I have a 3 node cluster (16 vCPU, 64 GB of RAM, 3 Tb of data per node, JVM Heap at 30GB) with 450 indices (1 primary shard and 1 replica per indice).
Following an upgrade from 6.7 to 6.8, the activation of TLS on Transport and HTTP and the activation of security (native authentication), we started seeing circuit breaking exceptions in the elastic logs.

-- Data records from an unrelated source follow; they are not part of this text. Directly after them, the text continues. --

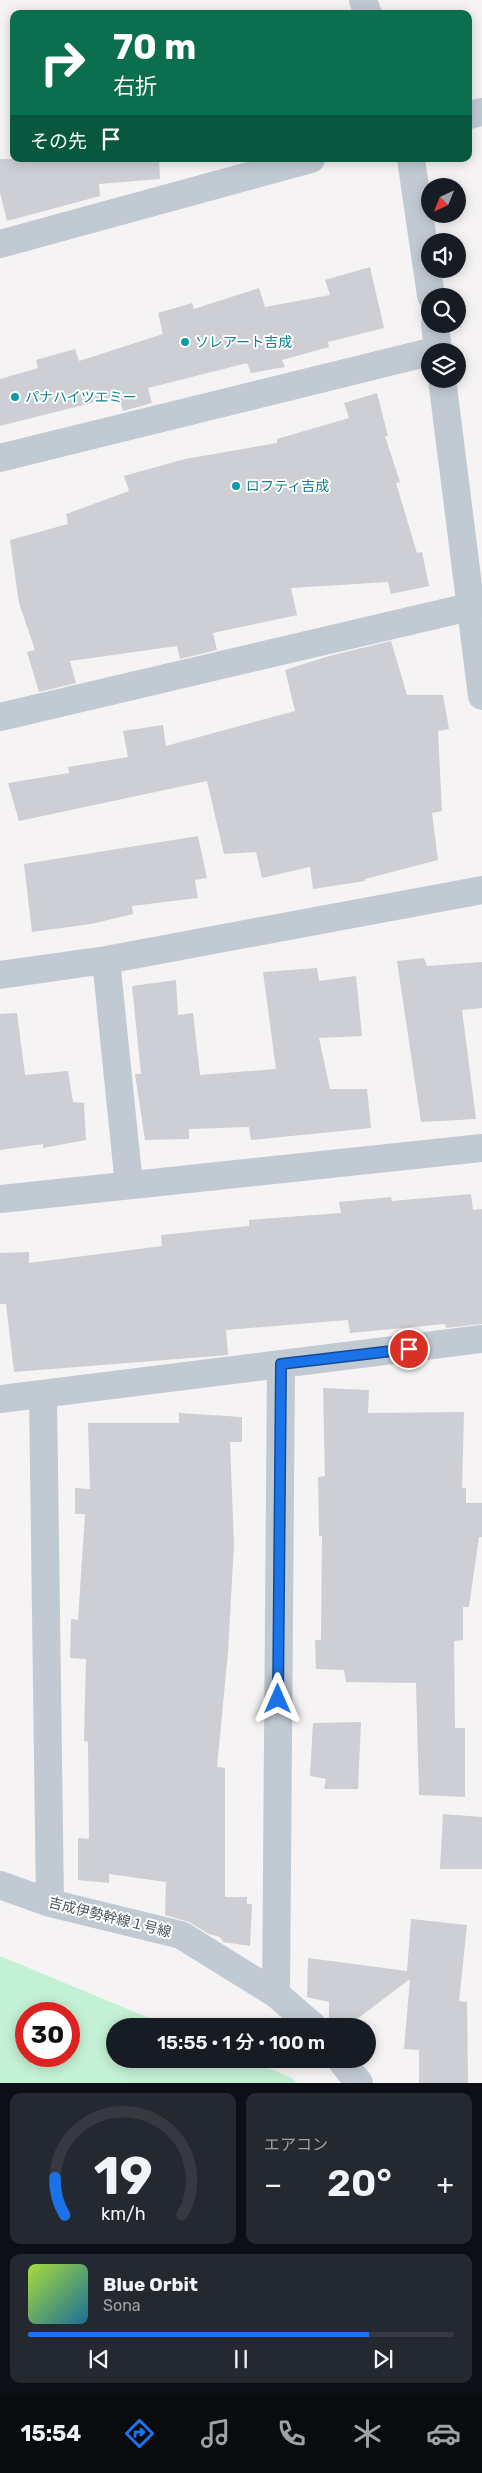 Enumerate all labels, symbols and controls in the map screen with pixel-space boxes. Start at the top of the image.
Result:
text: 70 m [113,26,196,68]
icon: right [30,30,95,95]
text: 右折 [113,73,157,100]
icon: arrive [97,125,125,153]
text: その先 [30,130,87,153]
north arrow [421,178,466,222]
map controls [421,178,466,388]
button: sound [421,233,466,278]
button: search [421,288,466,333]
place label: ソレアート吉成 [195,334,292,351]
marker: ソレアート吉成 [179,336,191,348]
button: layers [421,343,466,388]
place label: パナハイツエミー [25,389,137,406]
marker: パナハイツエミー [9,391,21,403]
place label: ロフティ吉成 [246,478,329,495]
marker: ロフティ吉成 [230,480,242,492]
pin [388,1328,430,1370]
icon: arrive [395,1335,423,1363]
position arrow [251,1672,303,1724]
street label: 吉成伊勢幹線１号線 [47,1894,173,1941]
speed limit sign: 30 [15,2002,80,2067]
text: 15:55 · 1 分 · 100 m [157,2031,325,2054]
text: エアコン [264,2135,328,2154]
text: 19 [93,2145,153,2207]
text: 20° [327,2160,392,2206]
text: − [264,2168,282,2201]
text: + [437,2168,454,2201]
text: km/h [101,2203,145,2224]
text: Blue Orbit [103,2273,198,2296]
text: Sona [103,2296,141,2315]
icon: previous [85,2345,113,2373]
icon: pause [227,2345,255,2373]
icon: next [369,2345,397,2373]
icon: directions [122,2416,157,2451]
icon: music [198,2416,233,2451]
icon: phone [274,2416,309,2451]
icon: climate [350,2416,385,2451]
icon: car [426,2416,461,2451]
text: 15:54 [21,2420,81,2447]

After some investigations I found out that the JVM Heap is mainly used by fielddata, and most of the fielddata memory is used by the "_id" field :
GET _cat/fielddata?v&fields=*&s=size -QKIH1UCRaKUmZSddRj6YQ x.x.x.x x.x.x.x NodeA type.raw 5kb JlIPM63SQ-OrLjcsr3q-yg y.y.y.y y.y.y.y NodeC type.raw 5.2kb Oj0_TCGcSWac4Zk-vhe3hA z.z.z.z z.z.z.z NodeB type.raw 6.7kb -QKIH1UCRaKUmZSddRj6YQ x.x.x.x x.x.x.x NodeA shard.state 7kb Oj0_TCGcSWac4Zk-vhe3hA z.z.z.z z.z.z.z NodeB shard.state 8.1kb JlIPM63SQ-OrLjcsr3q-yg y.y.y.y y.y.y.y NodeC shard.index 21.9kb Oj0_TCGcSWac4Zk-vhe3hA z.z.z.z z.z.z.z NodeB src_ip 41.5kb -QKIH1UCRaKUmZSddRj6YQ x.x.x.x x.x.x.x NodeA shard.index 41.7kb Oj0_TCGcSWac4Zk-vhe3hA z.z.z.z z.z.z.z NodeB shard.index 42.5kb -QKIH1UCRaKUmZSddRj6YQ x.x.x.x x.x.x.x NodeA src_ip 97.8kb JlIPM63SQ-OrLjcsr3q-yg y.y.y.y y.y.y.y NodeC src_ip 103.2kb -QKIH1UCRaKUmZSddRj6YQ x.x.x.x x.x.x.x NodeA _id 23.9gb Oj0_TCGcSWac4Zk-vhe3hA z.z.z.z z.z.z.z NodeB _id 24gb JlIPM63SQ-OrLjcsr3q-yg y.y.y.y y.y.y.y NodeC _id 24gb
Is this a normal behavior ? How can I decrease the memory used ?
The third node was added to the cluster recently to try to split the load but it doesn't change anything.
I have a lot of fields in my indexes, would decreasing the number of fields change that ?